Kenyan Bloggers and Election Coverage 2012-13
Last week I had an opportunity to attend an online Journalists and Blogger Training on Elections Coverage and Hate Speech organized by the MediaCouncil of Kenya(MCK) and the National Cohesion and Integration Commission (NCIC) at KCB Conference facility in Karen.
The training brought together a number of media practitioners from many of the local media fraternity and a number of bloggers (from BAKE) and online journalists with intent to educate and promote adherence to professional journalistic ethics ,code of conduct and the Media Council of Kenya Guidelines for Election Coverage that were adopted by various stakeholders in the industry.
The inclusion of new media practitioners to wit bloggers and online journalists was a ready welcome and a departure from the traditional practice of ignoring and or assuming the role of blogs and other new media platforms that are increasingly shaping societal perceptions in this increasingly digital society.
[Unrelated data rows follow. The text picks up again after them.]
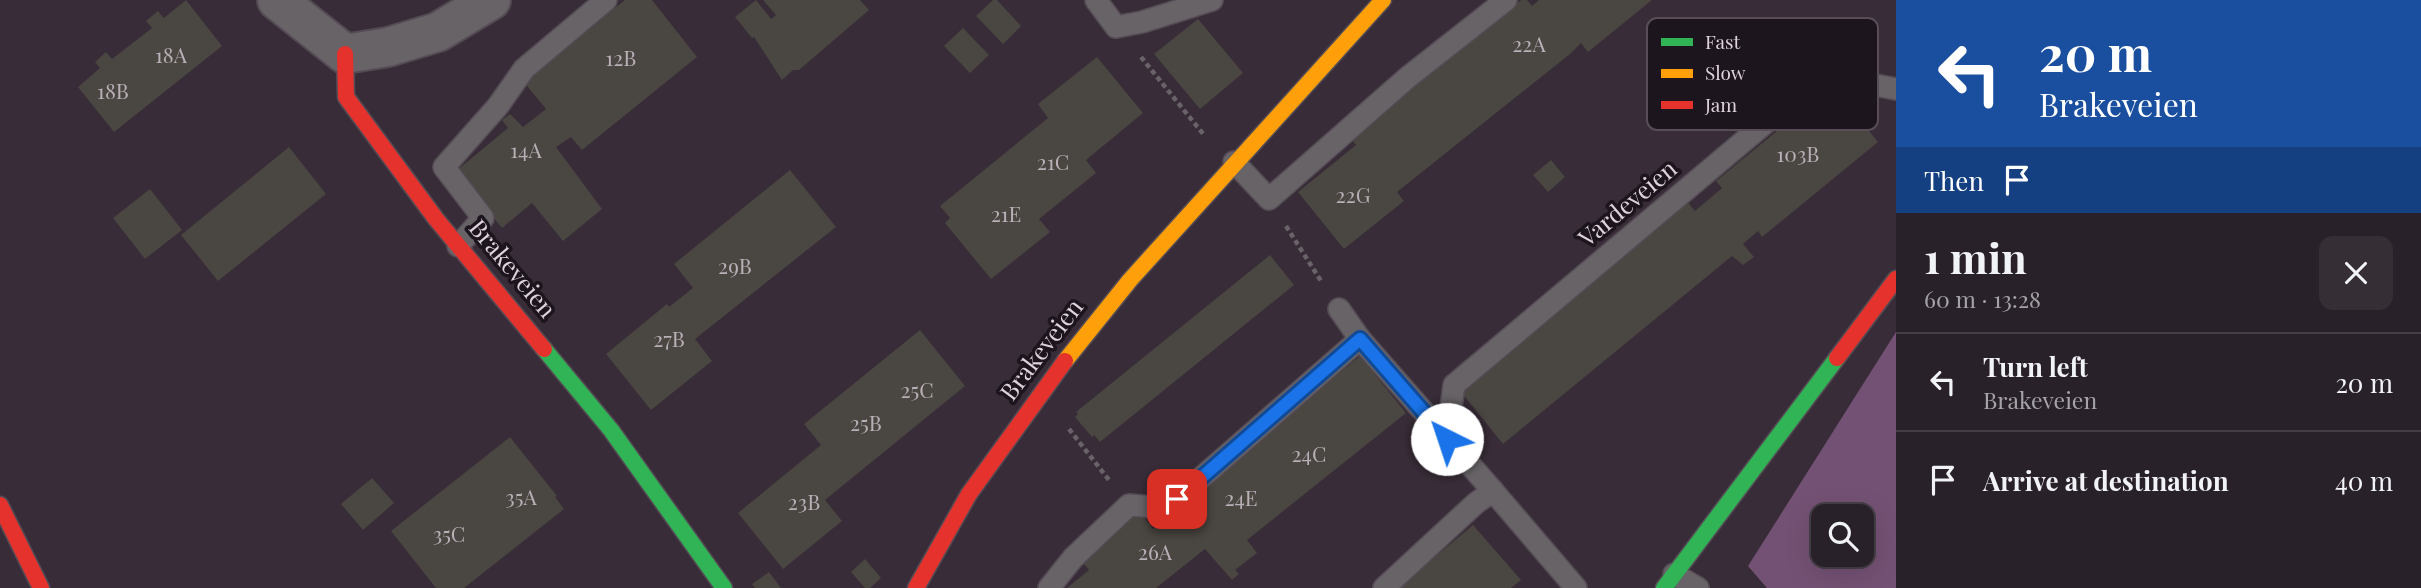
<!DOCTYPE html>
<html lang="en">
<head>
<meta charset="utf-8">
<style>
	:root { --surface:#292129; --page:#352e35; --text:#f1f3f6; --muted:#a5a3a8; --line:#453e46 }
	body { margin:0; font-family:"Playfair Display",serif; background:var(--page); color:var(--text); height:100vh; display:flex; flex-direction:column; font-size:26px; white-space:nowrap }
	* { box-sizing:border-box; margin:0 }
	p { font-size:23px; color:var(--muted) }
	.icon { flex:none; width:38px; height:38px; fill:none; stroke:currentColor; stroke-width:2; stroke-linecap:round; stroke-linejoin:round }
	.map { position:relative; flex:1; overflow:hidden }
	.details { display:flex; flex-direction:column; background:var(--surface); width:525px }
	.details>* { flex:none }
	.top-card { background:#1a4fa0; color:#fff; overflow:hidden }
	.buttons { position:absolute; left:1811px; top:504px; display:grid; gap:14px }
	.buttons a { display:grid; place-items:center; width:63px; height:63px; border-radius:14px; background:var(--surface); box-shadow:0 7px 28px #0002,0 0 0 2px var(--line); font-size:35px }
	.pin { position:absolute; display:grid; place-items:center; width:60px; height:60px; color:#fff; margin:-30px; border-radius:14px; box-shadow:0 4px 10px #0006 }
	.me { position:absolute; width:77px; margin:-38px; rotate:319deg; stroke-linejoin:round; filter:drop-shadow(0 0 5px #0008) }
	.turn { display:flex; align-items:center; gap:24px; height:147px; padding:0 28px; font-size:32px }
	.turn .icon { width:91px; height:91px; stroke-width:2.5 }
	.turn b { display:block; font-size:49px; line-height:60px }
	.then { display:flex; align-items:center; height:66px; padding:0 28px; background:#0003; gap:14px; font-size:26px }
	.round { display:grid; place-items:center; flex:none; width:74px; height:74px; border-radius:14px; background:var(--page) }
	.summary { display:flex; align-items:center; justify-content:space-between; height:119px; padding:0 28px }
	h1 { font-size:42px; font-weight:700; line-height:52px }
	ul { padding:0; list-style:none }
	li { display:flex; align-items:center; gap:21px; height:98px; padding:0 28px; border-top:2px solid var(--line) }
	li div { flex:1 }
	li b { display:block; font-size:26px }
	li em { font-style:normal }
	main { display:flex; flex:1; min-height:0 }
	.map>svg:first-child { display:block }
	.forest { fill:#735174; fill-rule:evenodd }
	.building { fill:#4a4641 }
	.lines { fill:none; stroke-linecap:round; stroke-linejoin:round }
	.lane-casing { stroke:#544b54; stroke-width:24 }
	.street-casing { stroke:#544b54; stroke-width:42 }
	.fast-casing { stroke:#544b54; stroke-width:19 }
	.slow-casing { stroke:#544b54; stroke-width:19 }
	.jam-casing { stroke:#544b54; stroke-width:19 }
	.path { stroke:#696369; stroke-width:4.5; stroke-dasharray:5 3.5; stroke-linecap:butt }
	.lane { stroke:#676367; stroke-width:21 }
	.street { stroke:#676367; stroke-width:38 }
	.fast { stroke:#30b455; stroke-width:16 }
	.slow { stroke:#ff9f0a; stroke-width:16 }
	.jam { stroke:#e5322d; stroke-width:16 }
	.route-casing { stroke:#114b97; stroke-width:18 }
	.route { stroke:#1a73e8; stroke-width:12 }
	.labels { text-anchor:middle; stroke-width:7; stroke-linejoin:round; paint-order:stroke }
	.number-label { font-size:21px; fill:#b9afb7 }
	.street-label { font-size:24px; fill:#ded2de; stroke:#1d151d }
	.key { fill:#1d151d; stroke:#574e57; stroke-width:2 }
	.key-label { font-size:19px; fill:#ded2de }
</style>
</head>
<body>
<main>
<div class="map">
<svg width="1896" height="588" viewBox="0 0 1896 588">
	<rect width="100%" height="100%" fill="#372c37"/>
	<path class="forest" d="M1896,332V588H1767L1748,566ZM1824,516H1862V555H1824Z"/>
	<g class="building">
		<path d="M186,0L222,46L114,132L78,87L100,68L95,62L106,52L112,59L152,28L146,21L158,11L164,18Z"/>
		<path d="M625,0H652L697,57L582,150L571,137L556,147L602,209L563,241L532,203L502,228L456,171L508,128L502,120L510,114L523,127L546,109L523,81Z"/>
		<path d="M756,0L771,19L776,15L763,0H860L869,10L799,70H793L782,80L754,37L752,38L735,17Z"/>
		<path d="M993,0H997L1021,26L1003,44L976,16Z"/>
		<path d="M1521,0H1527L1532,6L1539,0H1652L1588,52L1581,43L1570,54L1397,192L1404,201L1344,249L1298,192L1356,145L1350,137Z"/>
		<path d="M1198,19L1243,73L1200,109L1154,54Z"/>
		<path d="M963,28L989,55L970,73L944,46Z"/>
		<path d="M1097,57L1143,113L1086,160L1096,173L1039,219L1050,232L991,279L945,223L950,218L940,206L1048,118L1038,104Z"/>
		<path d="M1832,86L1878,142L1762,237L1758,231L1743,244L1754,257L1743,265L1732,256L1503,444L1457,387L1685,199L1695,211L1722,188L1716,181Z"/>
		<path d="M289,147L326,194L218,281L181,235Z"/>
		<path d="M1551,160L1565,177L1548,192L1533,175Z"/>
		<path d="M790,170L836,227L695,339L712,361L651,410L606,354L667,304L669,307L693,288L674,264Z"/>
		<path d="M150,189L182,230L145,259L113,218Z"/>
		<path d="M1270,255L1294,285L1100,442L1094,435L1092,437L1075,417L1078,414L1076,412Z"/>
		<path d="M920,330L965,386L825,500L842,521L783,569L738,513L821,445L804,424Z"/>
		<path d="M1360,356L1406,413L1247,540L1257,553L1235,570L1239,574L1232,580L1205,549L1156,588H1067L1089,570L1078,557L1137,509L1153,529L1175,512L1172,508Z"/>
		<path d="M510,437L557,496L555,497L564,509L464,588H436L391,531Z"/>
		<path d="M372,478L394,503L363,530L341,504Z"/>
		<path d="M1473,525L1521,580L1511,588H1398Z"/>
		<path d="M865,559L881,578L870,588H865L851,572Z"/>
		<path d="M769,572L781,588H755L752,584Z"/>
	</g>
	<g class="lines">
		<defs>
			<g id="lane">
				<path d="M1096,0L1116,27L1142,22L1212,0"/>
				<path d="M1234,162L1269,199L1407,78L1506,0"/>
				<path d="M458,246L483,218L444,167L498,106L524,69L606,0"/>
				<path d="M1339,309L1360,339L1493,491"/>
				<path d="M1447,439L1454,385L1795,98L1833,77L1896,89"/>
				<path d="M1674,574L1698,588"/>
				<path d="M1049,588L1073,558L1129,505L1154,507L1177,499L1360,339"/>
				<path d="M1384,588L1476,503L1493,491L1576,588"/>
			</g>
			<path id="street" d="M277,0L345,54L388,47L438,32L491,0"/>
			<g id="fast">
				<path d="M544,349L611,430L724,588"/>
				<path d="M1664,588L1837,358"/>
			</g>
			<path id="slow" d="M1065,361L1130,280L1383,0"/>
			<g id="jam">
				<path d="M345,54L346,97L436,219L544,349"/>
				<path d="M1837,358L1896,279"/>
				<path d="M0,505L41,588"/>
				<path d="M916,588L969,494L1065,361"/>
			</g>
		</defs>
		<use href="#lane" class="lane-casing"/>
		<use href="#street" class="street-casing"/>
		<use href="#fast" class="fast-casing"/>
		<use href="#slow" class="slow-casing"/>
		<use href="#jam" class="jam-casing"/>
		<g class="path">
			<path d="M1141,57L1204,135"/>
			<path d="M1286,226L1321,281"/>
			<path d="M1069,429L1109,480"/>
		</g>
		<use href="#lane" class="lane"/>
		<use href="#street" class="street"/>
		<use href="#fast" class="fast"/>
		<use href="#slow" class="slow"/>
		<use href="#jam" class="jam"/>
	</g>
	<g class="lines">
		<defs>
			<path id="route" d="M1177,499L1360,339L1447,439"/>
		</defs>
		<use href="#route" class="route-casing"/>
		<use href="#route" class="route"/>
	</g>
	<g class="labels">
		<g class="number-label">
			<text x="1529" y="52">22A</text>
			<text x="171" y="63">18A</text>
			<text x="621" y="66">12B</text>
			<text x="113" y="99">18B</text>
			<text x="526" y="158">14A</text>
			<text x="1798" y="162">103B</text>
			<text x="1053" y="170">21C</text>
			<text x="1353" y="203">22G</text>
			<text x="1006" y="222">21E</text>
			<text x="735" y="274">29B</text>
			<text x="669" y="347">27B</text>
			<text x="917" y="398">25C</text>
			<text x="866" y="431">25B</text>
			<text x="1309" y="462">24C</text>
			<text x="521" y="505">35A</text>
			<text x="1241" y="506">24E</text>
			<text x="804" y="510">23B</text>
			<text x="449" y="542">35C</text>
			<text x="1155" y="560">26A</text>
		</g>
		<g class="street-label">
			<text transform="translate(1628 204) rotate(-40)" y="8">Vardeveien</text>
			<text transform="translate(512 269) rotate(50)" y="8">Brakeveien</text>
			<text transform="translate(1042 350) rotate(-53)" y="8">Brakeveien</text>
		</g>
	</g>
	<rect x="1647" y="18" width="231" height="112" rx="10" class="key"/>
	<rect x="1661" y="38" width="32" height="8" fill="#30b455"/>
	<rect x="1661" y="69" width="32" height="9" fill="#ff9f0a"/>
	<rect x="1661" y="101" width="32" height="8" fill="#e5322d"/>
	<g class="key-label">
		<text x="1705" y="49">Fast</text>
		<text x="1705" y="80">Slow</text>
		<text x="1705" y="112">Jam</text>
	</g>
</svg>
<div class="buttons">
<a><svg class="icon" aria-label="search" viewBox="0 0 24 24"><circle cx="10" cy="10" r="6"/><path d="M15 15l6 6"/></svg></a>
</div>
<div class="pin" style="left:1177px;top:499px;background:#d93025"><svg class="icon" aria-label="arrive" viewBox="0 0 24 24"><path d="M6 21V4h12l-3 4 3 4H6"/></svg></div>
<svg class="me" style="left:1447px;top:439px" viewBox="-20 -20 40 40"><circle r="19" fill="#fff"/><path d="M0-13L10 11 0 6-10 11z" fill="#1a73e8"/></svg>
</div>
<section class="details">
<div class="top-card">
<div class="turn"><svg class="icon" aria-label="left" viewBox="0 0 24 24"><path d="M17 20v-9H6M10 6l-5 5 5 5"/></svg><div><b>20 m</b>Brakeveien</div></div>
<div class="then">Then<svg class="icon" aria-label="arrive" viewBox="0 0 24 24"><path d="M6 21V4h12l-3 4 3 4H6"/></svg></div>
</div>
<div class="summary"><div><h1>1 min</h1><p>60 m · 13:28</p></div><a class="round"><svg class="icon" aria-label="close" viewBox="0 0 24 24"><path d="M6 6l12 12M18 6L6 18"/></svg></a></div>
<ul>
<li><svg class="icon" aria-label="left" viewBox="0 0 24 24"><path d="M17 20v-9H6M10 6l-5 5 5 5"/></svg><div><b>Turn left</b><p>Brakeveien</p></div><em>20 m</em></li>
<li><svg class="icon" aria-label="arrive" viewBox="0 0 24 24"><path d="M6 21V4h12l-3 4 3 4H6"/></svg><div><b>Arrive at destination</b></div><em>40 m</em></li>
</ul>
</section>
</main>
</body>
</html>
Amongst the highlights on various themes and subjects that were delved on and that may be a subject of interests to many Kenyan bloggers included:
1. An Introduction to the Media Council it role, ethics, accreditation process, mandate & recent successes. This was developed by the Councils programmes Manager Victor Bwire who clearly articulated the concerns mostly of traditional journalists whom the vast majority operate in lackluster environment and clearly need the intervention of the Council to be able to continue to effectively fulfill l their roles.
2. Commissioner Milly Lwanga of the NCIC thereafter proceeded to highlight features of the National Cohesion and Integration Act of 2008, the mandate of the Commission and salient provisions in the Act. She also focused on online Media and National Cohesion
|Media Council of Kenya Chairman Levi Obonyo on New Media|
3. Churchill Otieno of Nation Media Group focused on Media Convergence and adherence to the Journalistic Principles .He emphasized on the need to adhere to same standards of this across all platforms. For bloggers a pointer I found useful and would like to share is the need for cultural competency i.e. understand the social and cultural make up/background before you post .In many instances many bloggers put up material with little or no regard to the perception of their target audience. It is this unhealthy practice that partly contributed to the chaos that was witnessed during the last general elections. For Traditional Journalist a burning question was left, Is Journalism the possession of a skill set or is it values? I believe this is a ready and ripe question that must also be addressed by new media practitioners/citizen journalists.
4. A Highlight of the Conference was a presentation by Mr. Jackson Cheboi of the NCIC Legal Department and Mr. Stanley Cheruiyot of the Criminal Investigations Department on Freedom of Expression Versus Hate Speech. This was a simply moving and insightful session. The Kenyan Constitution guarantees greater freedoms and human rights enjoyment than many other constitutions in the world however these rights come with responsibilities that encompass our lives both online and offline. Bloggers and other tweeps who abuse the online freedom best be warned. The Kenyan Government knows who you are, where you are from and what your activities are…so better be careful. They are tech savvy ,have the apparatus and are constantly monitoring the digital space for those who believe that they are invincible online, best be warned .It was also somehow assuring to note that some of the people who have been arrested for breaching the Communications Act were actually issued with several warnings to desist before action was taken. It would be fool hardy to think that any Government in this present day and age does not monitor what its Citizens do online…the SOPA act in the USA testifies to this. However a field that readily needs to develop is the curtailing of the use of surveillance to silence or interfere with the right to a measure of privacy and freedom of expression especially in despotic regimes or by persons of similar leanings.
5. Professor Levi Obonyo the Chairman of Media Council of Kenya shared his steady grasp on Citizen Journalism, evolving issues and how to verify information provided by online sources. The Need to attribute sources, verify the veracity and truthfulness of the source was discussed at length.
|Joe Kadhi's Discourse|
6. Finally, a highlight and exponentially educative session was by veteran journalist and USIU Lecturer Joe Kadhi who tried to capture the spirit, meaning, intent and purposes of adhering to the Journalistic Code of Conduct when breaking News Online. Whereas it’s impossible and possibly boring to regurgitate all that he said , interesting tips he gave are:
I. Sources: Always identify your sources, a story is as good as its source, a vague source begets a vague story
II. Make sure your posts are accurate, publish nothing negative without first giving the person the right of reply and make sure you publish the reply.
III. Watch out on your personal activity, for traditional journalists these impacts on the media house they are publish on.
IV. With Respect to Tweets and other online platforms clear the same as soon as they are received. In essence content curate…(just a side note all the media houses seem to have negated on this just look at the hateful comments that fly left right center after every political piece on the websites)remember you are responsible for all content on your page including comments
V. Acceptance of Gifts and Junkets from particular political actors obscures objectivity.
VI. The 5W’s and H of a story: What, Who, When, Where, Why and How?
After the training participants were enlightened as the brief synopsis herein has highlighted. The pictures testify that delving on such issues will greatly enhance the greater use of the digital space in a responsible, peaceable and fulfilling way.